Dataset records
__________

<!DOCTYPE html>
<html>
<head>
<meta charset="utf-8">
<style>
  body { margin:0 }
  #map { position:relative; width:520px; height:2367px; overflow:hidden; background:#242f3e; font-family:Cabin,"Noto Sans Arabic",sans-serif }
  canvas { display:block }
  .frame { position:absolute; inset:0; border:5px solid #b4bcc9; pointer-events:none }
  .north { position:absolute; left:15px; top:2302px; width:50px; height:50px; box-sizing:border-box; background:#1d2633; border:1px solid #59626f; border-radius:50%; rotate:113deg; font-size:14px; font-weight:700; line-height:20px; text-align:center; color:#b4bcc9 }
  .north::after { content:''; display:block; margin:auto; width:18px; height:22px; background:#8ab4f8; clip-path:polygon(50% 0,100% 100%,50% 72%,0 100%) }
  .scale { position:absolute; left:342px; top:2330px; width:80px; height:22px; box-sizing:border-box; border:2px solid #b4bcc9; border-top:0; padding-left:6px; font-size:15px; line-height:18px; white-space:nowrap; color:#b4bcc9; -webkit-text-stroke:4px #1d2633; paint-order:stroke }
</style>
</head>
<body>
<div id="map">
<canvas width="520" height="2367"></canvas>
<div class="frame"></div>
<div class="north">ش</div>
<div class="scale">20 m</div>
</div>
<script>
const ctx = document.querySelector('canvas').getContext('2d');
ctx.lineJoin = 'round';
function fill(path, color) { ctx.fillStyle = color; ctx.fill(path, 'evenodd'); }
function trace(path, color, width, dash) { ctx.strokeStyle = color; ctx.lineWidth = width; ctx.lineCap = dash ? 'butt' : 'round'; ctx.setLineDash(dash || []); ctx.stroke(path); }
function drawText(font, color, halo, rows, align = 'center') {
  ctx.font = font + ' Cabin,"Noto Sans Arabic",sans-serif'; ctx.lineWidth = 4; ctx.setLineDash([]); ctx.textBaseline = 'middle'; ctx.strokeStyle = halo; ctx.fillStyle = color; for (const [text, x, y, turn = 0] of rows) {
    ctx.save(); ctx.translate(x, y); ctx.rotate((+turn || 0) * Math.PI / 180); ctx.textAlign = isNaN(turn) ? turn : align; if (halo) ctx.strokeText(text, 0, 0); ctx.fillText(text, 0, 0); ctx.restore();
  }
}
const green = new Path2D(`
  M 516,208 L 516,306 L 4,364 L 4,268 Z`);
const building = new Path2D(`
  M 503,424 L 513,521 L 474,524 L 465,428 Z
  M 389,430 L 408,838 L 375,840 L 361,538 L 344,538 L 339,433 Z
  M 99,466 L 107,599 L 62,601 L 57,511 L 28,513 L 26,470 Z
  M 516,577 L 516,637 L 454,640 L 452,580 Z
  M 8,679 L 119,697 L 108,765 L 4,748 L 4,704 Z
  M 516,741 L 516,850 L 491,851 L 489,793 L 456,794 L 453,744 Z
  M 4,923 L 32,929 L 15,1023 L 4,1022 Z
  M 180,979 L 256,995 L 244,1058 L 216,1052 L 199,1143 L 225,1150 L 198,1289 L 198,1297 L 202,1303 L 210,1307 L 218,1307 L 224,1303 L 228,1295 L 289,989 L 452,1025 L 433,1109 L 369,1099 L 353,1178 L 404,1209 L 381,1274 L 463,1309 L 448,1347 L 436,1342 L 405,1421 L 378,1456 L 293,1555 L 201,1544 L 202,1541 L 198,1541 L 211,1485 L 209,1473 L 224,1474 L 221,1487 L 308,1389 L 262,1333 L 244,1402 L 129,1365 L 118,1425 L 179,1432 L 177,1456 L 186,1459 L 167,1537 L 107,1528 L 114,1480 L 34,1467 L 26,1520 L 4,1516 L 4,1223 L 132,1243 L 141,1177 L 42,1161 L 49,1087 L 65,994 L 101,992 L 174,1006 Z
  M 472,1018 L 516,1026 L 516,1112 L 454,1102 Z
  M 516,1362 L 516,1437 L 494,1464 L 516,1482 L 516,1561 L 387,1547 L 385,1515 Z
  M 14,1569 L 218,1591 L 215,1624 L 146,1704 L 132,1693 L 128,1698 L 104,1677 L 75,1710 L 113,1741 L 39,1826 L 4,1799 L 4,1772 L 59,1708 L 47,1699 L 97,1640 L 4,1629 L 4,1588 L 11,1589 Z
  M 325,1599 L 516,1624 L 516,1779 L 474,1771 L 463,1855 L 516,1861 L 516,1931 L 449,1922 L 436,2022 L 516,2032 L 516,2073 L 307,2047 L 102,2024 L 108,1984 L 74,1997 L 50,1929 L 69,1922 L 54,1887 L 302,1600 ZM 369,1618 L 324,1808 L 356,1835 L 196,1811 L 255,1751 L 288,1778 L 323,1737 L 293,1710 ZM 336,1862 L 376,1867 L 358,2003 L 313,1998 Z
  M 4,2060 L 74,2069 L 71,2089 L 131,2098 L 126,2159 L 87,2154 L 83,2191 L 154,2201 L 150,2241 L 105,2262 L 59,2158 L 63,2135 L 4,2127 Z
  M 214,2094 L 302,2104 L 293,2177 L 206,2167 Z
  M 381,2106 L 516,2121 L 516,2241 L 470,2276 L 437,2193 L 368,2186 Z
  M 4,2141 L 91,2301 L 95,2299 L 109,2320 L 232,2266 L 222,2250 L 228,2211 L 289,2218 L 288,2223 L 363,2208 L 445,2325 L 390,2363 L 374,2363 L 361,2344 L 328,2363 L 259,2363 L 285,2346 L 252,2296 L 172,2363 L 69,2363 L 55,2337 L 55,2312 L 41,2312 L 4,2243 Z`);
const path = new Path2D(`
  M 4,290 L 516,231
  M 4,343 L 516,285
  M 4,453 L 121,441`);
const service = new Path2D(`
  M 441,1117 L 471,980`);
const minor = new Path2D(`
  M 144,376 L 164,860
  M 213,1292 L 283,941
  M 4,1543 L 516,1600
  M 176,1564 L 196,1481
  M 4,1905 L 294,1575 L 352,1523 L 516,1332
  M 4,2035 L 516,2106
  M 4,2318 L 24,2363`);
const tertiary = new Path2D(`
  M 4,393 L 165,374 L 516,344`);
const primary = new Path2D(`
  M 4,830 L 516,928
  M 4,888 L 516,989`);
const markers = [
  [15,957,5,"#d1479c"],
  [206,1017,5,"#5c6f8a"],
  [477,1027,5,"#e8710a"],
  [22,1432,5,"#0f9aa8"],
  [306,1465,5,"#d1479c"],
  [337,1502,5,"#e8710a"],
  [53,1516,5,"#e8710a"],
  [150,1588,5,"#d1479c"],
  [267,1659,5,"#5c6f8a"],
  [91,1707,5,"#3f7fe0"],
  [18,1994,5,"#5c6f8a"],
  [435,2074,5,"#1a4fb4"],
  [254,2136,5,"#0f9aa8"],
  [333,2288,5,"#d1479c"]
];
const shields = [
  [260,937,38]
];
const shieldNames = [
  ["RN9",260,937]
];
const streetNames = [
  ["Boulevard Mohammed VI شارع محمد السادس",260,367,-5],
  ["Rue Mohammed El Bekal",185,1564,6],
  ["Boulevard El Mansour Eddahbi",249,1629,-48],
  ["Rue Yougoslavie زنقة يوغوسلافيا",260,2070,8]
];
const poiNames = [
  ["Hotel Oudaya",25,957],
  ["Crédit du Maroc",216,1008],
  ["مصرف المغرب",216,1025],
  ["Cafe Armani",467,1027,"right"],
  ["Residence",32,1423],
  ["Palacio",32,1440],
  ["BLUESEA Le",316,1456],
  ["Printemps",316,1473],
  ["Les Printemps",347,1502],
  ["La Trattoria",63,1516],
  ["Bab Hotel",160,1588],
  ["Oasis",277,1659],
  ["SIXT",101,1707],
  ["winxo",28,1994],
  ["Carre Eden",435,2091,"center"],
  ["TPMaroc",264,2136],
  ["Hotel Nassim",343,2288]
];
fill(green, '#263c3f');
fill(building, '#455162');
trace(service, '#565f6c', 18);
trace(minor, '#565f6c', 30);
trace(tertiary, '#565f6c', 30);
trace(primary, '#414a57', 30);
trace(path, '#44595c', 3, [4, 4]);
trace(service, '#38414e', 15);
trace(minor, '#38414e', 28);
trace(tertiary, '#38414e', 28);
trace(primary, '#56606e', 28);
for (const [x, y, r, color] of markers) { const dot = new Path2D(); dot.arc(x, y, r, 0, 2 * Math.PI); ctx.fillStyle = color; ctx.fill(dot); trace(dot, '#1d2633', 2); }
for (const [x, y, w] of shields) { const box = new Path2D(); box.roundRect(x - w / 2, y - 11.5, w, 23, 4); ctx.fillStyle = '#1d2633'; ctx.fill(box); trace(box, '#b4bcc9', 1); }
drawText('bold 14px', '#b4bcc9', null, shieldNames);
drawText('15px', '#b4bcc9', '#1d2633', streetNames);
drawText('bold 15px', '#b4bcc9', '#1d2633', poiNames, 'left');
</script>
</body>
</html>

__________

:: ACTIVITY ::
A verbatim transcription is needed of the lines above, starting at the line with "trace(primary, '#414a57', 30);" and ending at the line with "trace(primary, '#56606e', 28);", both included, and of nothing else.

:: REPLY ::
trace(primary, '#414a57', 30);
trace(path, '#44595c', 3, [4, 4]);
trace(service, '#38414e', 15);
trace(minor, '#38414e', 28);
trace(tertiary, '#38414e', 28);
trace(primary, '#56606e', 28);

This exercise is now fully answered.